This challenge serves as final project for the "How to win a data science competition" Coursera course.

In this competition you will work with a challenging time-series dataset consisting of daily sales data, kindly provided by one of the largest Russian software firms - 1C Company.

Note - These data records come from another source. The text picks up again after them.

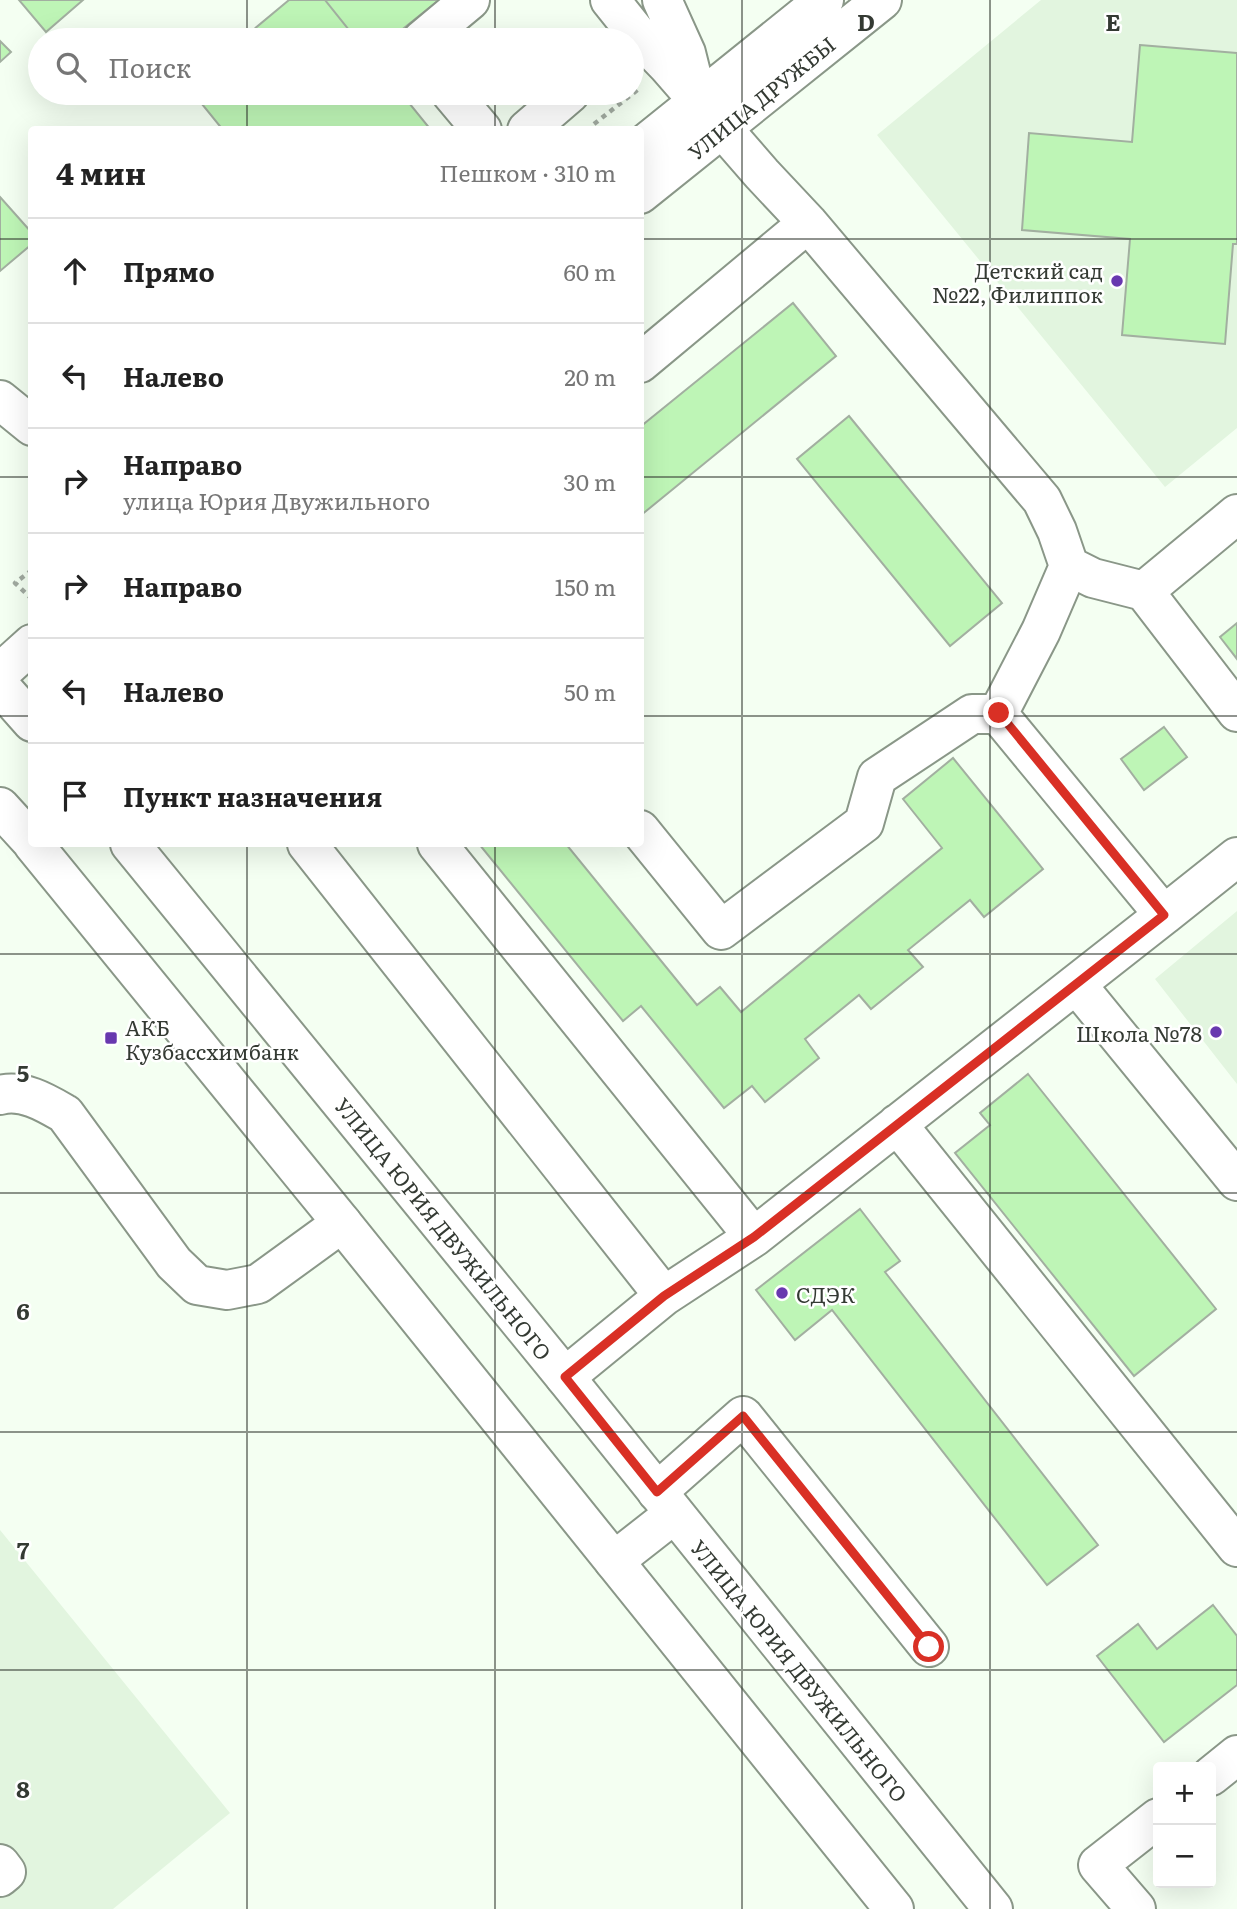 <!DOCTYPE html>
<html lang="ru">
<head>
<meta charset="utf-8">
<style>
  body { margin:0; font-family:Literata,serif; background:#f6f6f6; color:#222 }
  .controls { position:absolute; right:21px; bottom:21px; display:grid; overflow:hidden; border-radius:7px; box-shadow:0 7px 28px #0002 }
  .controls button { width:63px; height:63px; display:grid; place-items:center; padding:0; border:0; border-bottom:2px solid #e0e0e0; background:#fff; color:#222; font:35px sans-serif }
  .stop { position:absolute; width:21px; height:21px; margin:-16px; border:5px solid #d93025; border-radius:50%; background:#fff }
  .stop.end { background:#d93025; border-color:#fff; box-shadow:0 2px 7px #0008 }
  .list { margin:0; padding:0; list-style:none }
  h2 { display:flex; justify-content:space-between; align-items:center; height:91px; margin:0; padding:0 28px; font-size:30px }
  h2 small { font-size:23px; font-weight:400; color:#767676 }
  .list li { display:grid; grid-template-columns:46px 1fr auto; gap:21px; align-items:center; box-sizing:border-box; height:105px; padding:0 28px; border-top:2px solid #e0e0e0 }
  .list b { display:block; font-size:26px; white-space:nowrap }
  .list p { margin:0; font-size:23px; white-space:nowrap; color:#767676 }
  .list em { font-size:23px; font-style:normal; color:#767676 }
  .icon { flex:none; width:38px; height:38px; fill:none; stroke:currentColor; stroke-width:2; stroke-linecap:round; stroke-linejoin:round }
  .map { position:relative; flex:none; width:1237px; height:1909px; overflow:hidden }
  .search { position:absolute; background:#fff; box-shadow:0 7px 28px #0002; left:28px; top:28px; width:616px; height:77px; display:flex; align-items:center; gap:18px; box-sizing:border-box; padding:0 24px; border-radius:38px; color:#767676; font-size:26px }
  .panel { position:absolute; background:#fff; box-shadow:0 7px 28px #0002; left:28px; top:126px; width:616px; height:721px; border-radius:7px }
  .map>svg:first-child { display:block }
</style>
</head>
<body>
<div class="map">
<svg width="1237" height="1909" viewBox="0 0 1237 1909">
  <rect width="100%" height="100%" fill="#f4fff2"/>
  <!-- built -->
  <path fill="#e2f5df" d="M1041 0H1237V428L1165 487 877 135Z
    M1237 911V1084L1155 979Z
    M0 1530 230 1813 113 1909H0Z"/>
  <!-- building -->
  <path fill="#bef5b6" stroke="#a2afa0" stroke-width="2" d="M19 0H83L46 32Z
    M289 0H325L357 40H241Z
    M325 0H439L389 40H357Z
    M0 41 11 52 0 62Z
    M1140 45 1237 53V244H1233L1225 344 1122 335 1130 239 1022 230 1029 133 1132 142Z
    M193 93H401L431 130H223Z
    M0 197 32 233V244L0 271Z
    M793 303 836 356 640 516V427Z
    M849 416 1002 603 950 646 797 459Z
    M1237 623V659L1220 637Z
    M1164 727 1187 757 1144 790 1121 759Z
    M953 758 1043 869 984 917 970 900 908 950 923 967 871 1009 859 995 805 1039 819 1058 765 1102 752 1086 724 1108 641 1006 623 1021 479 844H566L697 1005 720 987 741 1012 942 848 903 799Z
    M1028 1074 1216 1309 1134 1376 955 1153 990 1125 980 1113Z
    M860 1209 900 1261 885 1272 1098 1545 1047 1585 832 1310 795 1340 756 1290Z
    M1213 1605 1237 1636V1685L1164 1742 1097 1656 1138 1624 1157 1649Z"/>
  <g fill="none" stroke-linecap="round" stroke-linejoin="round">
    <defs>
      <path id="minor" d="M610 0 638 35 668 66 762 174 808 223 1042 500 1057 531 1069 566 1093 578 1144 591 1237 712
        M662 0 686 53 695 89
        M422 40 470 0
        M451 93 482 130
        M527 130 570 93
        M640 148 824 0
        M640 194 882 0
        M640 363 808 223
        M0 400 32 426
        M1144 591 1237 514
        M0 673 32 644
        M998 714 1041 631 1069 566
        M307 844 664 1296
        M437 844 754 1237
        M1164 915 1237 857
        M1076 984 1237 1181
        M0 1095C23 1089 46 1103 65 1114L174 1263 197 1285 227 1290 258 1284 342 1223
        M897 1124 1237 1547
        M565 1377 664 1296 754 1237 1164 915 998 714H972L877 777 864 823 721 930 640 830
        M657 1492 743 1416 929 1647
        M614 1561 674 1514
        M1211 1776 1237 1755
        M0 1864 6 1872 0 1877
        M1136 1909 1098 1865 1158 1818"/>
      <path id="major" d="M0 686 32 722
        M0 807 32 842
        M33 844 342 1223 894 1909
        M130 844 565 1377 993 1909"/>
    </defs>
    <!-- minor casing -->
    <use href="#minor" stroke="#8a9788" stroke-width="42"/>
    <!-- major casing -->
    <use href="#major" stroke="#8a9788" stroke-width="42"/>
    <!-- path -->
    <path stroke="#a1aaa0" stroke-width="4.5" stroke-dasharray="5 5" stroke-linecap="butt" d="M594 124 640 88
      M32 570 15 583 32 599"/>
    <!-- minor -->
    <use href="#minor" stroke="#fff" stroke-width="38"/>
    <!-- major -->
    <use href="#major" stroke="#fff" stroke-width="38"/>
  </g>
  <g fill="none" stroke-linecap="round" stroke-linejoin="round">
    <!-- route -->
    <path stroke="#d93025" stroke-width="9" d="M929 1647 743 1416 657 1492 565 1377 664 1296 754 1237 1164 915 999 713"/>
  </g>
  <!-- grid -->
  <path fill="none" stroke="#343a33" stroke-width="2" stroke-opacity="0.55" d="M247 0V40M495 0V40M742 0V1909M990 0V1909M247 93V130M495 93V130M0 239H32M640 239H1237M0 477H32M640 477H1237M0 716H32M640 716H1237M247 844V1909M495 844V1909M0 954H1237M0 1193H1237M0 1432H1237M0 1670H1237"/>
  <!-- markers -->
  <g fill="#6838af" stroke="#fff" stroke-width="2.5">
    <circle cx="1117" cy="281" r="7"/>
    <circle cx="1216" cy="1032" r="7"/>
    <rect x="104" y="1031" width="14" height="14" rx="3.5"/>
    <circle cx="782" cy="1293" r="7"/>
  </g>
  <g text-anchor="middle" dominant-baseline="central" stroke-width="5" stroke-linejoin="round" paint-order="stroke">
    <!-- street labels -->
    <g font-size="21" fill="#343a33" stroke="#fff">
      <text transform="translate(761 97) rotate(-39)">УЛИЦА ДРУЖБЫ</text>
      <text transform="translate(444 1228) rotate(51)">УЛИЦА ЮРИЯ ДВУЖИЛЬНОГО</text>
      <text transform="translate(800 1670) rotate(51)">УЛИЦА ЮРИЯ ДВУЖИЛЬНОГО</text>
    </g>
    <!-- poi labels -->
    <g font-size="21" fill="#343a33" stroke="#fff" text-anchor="end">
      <text x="1103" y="269">Детский сад<tspan x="1103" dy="24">№22, Филиппок</tspan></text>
      <text x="125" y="1026" text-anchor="start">АКБ<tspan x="125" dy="24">Кузбассхимбанк</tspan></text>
      <text x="1202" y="1032">Школа №78</text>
      <text x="796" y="1293" text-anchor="start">СДЭК</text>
    </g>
  </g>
  <g font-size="23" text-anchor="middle" font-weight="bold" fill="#343a33" stroke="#fff" stroke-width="5" stroke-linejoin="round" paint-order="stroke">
    <text x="866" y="31">D</text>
    <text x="1113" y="31">E</text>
    <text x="23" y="1082">5</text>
    <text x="23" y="1320">6</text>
    <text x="23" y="1559">7</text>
    <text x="23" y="1798">8</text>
  </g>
</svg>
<div class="controls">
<button>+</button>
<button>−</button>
</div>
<div class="stop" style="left:929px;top:1647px"></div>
<div class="stop end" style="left:999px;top:713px"></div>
<div class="search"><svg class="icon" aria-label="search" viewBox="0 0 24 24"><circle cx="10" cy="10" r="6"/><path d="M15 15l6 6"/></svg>Поиск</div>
<section class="panel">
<h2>4 мин<small>Пешком · 310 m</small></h2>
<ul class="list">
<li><svg class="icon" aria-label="ahead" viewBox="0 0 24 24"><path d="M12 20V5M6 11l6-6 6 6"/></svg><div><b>Прямо</b></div><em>60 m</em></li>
<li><svg class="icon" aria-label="left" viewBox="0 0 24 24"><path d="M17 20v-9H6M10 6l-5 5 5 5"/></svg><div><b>Налево</b></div><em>20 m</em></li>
<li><svg class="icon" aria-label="right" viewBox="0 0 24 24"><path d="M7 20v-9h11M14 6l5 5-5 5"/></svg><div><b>Направо</b><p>улица Юрия Двужильного</p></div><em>30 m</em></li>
<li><svg class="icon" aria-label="right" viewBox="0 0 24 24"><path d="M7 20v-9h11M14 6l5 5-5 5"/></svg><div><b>Направо</b></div><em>150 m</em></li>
<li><svg class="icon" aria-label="left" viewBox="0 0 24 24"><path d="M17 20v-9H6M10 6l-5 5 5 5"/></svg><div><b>Налево</b></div><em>50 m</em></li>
<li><svg class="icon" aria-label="arrive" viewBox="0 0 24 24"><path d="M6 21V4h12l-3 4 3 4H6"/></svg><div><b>Пункт назначения</b></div></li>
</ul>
</section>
</div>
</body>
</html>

We are asking you to predict total sales for every product and store in the next month. By solving this competition you will be able to apply and enhance your data science skills.

Load libraries

In [None]:
#load modules
import pandas as pd
import numpy as np
from pandas import read_csv
from pandas import datetime

import os
for dirname, _, filenames in os.walk('/kaggle/input'):
    for filename in filenames:
        print(os.path.join(dirname, filename))



Load datasets

In [None]:
#Load datasets
train=pd.read_csv("/kaggle/input/competitive-data-science-predict-future-sales/sales_train.csv")
test=pd.read_csv("/kaggle/input/competitive-data-science-predict-future-sales/test.csv")
submission=pd.read_csv("/kaggle/input/competitive-data-science-predict-future-sales/sample_submission.csv")
items=pd.read_csv("/kaggle/input/competitive-data-science-predict-future-sales/items.csv")
item_cat=pd.read_csv("/kaggle/input/competitive-data-science-predict-future-sales/item_categories.csv")
shops=pd.read_csv("/kaggle/input/competitive-data-science-predict-future-sales/shops.csv")

In [None]:
submission

Convert date to datetime format

In [None]:
#convert date to datetime format
train['date'] = pd.to_datetime(train['date'],format = '%d.%m.%Y')
train

Create dataset

In [None]:
#create pivot table
dataset = train.pivot_table(index = ['shop_id','item_id'],values = ['item_cnt_day'],columns = ['date_block_num'],fill_value = 0,aggfunc='sum')
dataset.reset_index(inplace = True)
dataset

Preprocess data

In [None]:
test = test.drop(['ID'], axis=1)
test

In [None]:
#merge pivot table with test set
dataset = pd.merge(test,dataset,on = ['item_id','shop_id'],how = 'left')
dataset

In [None]:
#check for any null values
dataset.isnull().sum().sum()

In [None]:
#fill all NaN values with 0
dataset.fillna(0,inplace = True)
dataset.isnull().sum().sum()

In [None]:
#drop shop_id and item_id
dataset.drop(['shop_id','item_id'],inplace = True, axis = 1)
dataset

Create X, y and X_test

In [None]:
#split the dataset in two
# the last column is our label
y_train = dataset.iloc[:,-1:]
#drop last column of data
X_train = dataset.iloc[:, :-1]
#drop first colum of data
X_test = dataset.iloc[:,1:]
# lets have a look on the shape 
print(X_train.shape,y_train.shape,X_test.shape)

Define model

In [None]:
from sklearn.ensemble import AdaBoostRegressor
from sklearn.ensemble import RandomForestRegressor

model = AdaBoostRegressor(base_estimator = RandomForestRegressor(max_depth=10), random_state=0, n_estimators=3000).fit(X_train, y_train)
print(model.score(X_train, y_train))

In [None]:

y_pred = model.predict(X_train)
y_pred

Make predictions

In [None]:
pred = model.predict(X_test)
pred[pred < 0] = 0
pred

Submit file

In [None]:
# creating submission file 
submission['item_cnt_month'] = pred.clip(0,20)
# creating csv file from dataframe
submission.to_csv('submission.csv',index = False)
submission